En sa compagnie, c’est comme si j’étais soudain
libéré d’une présence invisible : la peur. Au restaurant, les tables ont beau être suffisamment éloignées
pour nous permettre de parler librement, je reste
sur mes gardes. Comprenant mon regard circonspect,
il me rassure : « Avec moi, tu ne risques rien. » Quand
il m’interroge sur ce que je fais en France, je lui
réponds néanmoins que nous en parlerons chez lui.

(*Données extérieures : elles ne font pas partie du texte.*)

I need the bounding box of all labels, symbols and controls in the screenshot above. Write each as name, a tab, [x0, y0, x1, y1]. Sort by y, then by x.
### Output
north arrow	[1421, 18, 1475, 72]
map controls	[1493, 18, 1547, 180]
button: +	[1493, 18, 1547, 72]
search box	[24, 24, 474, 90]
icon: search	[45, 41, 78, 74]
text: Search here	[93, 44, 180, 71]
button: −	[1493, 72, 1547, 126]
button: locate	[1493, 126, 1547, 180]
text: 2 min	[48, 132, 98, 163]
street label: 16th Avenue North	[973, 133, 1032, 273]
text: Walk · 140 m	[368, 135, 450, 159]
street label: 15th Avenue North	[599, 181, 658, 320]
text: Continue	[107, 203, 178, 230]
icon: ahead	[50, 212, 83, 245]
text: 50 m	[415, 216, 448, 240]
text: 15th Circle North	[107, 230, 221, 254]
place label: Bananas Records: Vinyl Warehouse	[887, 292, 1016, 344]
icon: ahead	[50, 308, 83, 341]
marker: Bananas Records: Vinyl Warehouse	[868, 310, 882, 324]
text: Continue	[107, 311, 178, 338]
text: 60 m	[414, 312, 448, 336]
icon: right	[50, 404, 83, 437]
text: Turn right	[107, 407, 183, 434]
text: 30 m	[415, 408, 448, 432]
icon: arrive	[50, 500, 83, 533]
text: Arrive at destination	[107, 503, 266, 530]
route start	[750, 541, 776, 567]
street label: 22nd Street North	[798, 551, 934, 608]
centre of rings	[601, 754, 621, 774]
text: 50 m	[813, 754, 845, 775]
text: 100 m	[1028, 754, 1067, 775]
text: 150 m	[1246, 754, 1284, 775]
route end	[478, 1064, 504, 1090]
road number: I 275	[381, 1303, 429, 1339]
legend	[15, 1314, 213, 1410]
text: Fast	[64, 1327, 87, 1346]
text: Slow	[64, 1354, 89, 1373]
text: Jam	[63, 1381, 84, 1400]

    Je le questionne sur la vie de nos anciens camarades de l’Action française. Il m’informe qu’après
l’armistice le cercle a fusionné avec l’association
des étudiants dans un nouveau mouvement. Paul
Courcoural, ancien collaborateur de mon grand-père
Cordier, a poursuivi sous l’Occupation la publication de Guyenne et Gascogne . Jean Arfel est devenu
l’étoile montante de l’organisation à Bordeaux. Il écrit
maintenant sous le pseudonyme de Jean Madiran.

    Je me souviens bien de la participation efficace
d’Arfel à la vie du cercle, où son intelligence et sa
passion doctrinale faisaient merveille. J’ai toujours
cru qu’il serait destiné à un rôle de premier plan
dans le journalisme politique. Blanquat douche
mon enthousiasme : « Il soutient Pétain à fond. »

    Je ne dis rien. À mesure qu’il parle, je prends
conscience que je suis le seul militant du cercle à
avoir rallié de Gaulle et la Résistance. L’exemple de
la double fidélité de Mme Moret, vécue sans déchirement, me fait espérer malgré tout le recrutement
de mes deux camarades. Cette femme patriote n’est-elle pas la preuve qu’en 1942 on peut être à la fois
pétainiste, vichyste et gaulliste ?

    Blanquat suit-il le cheminement de ma pensée ?
Brisant le silence, il lâche : « Sais-tu que j’ai revu
tes parents ? » Étrangement, j’avais oublié la lettre de
1941 dans laquelle ma mère m’informait de sa visite.

    « Tu es allé à Bescat ?

    — Non, ils sont installés à Pau, où ils ont acheté
un appartement, au Gassion 21 . »

    Révélation cruelle. À l’instant où ma mère redevient présente, l’obligation de la situer dans un décorinconnu désintègre son image : mon souvenir est
prisonnier de Bescat ; ailleurs, elle n’est qu’un fantôme insaisissable.

    « Pourquoi ont-ils déménagé ?

    — Ils n’ont pas déménagé. Ils ont conservé Bescat,
mais comme il n’y a plus d’essence ils ne peuvent
habiter dans la vallée d’Ossau. »

    Notre maison, ma chambre sont donc intactes,
comme l’espérance. Je pourrai y dormir à nouveau,
caresser les chiens, embrasser ma mère… Au-delà
du patriotisme de vengeance, c’est là mon but de
guerre. Deux heures de train à peine me séparent
de mes parents. À cet instant, je voudrais tant les
revoir, mais le BCRA l’interdit formellement. Ce qui
me sépare d’eux est en réalité mon absence d’avenir. Lorsque je pense à mes parents, j’ai la certitude
de ne jamais les revoir. Les risques permanents de
la clandestinité ne laissent aucun espoir raisonnable d’en sortir.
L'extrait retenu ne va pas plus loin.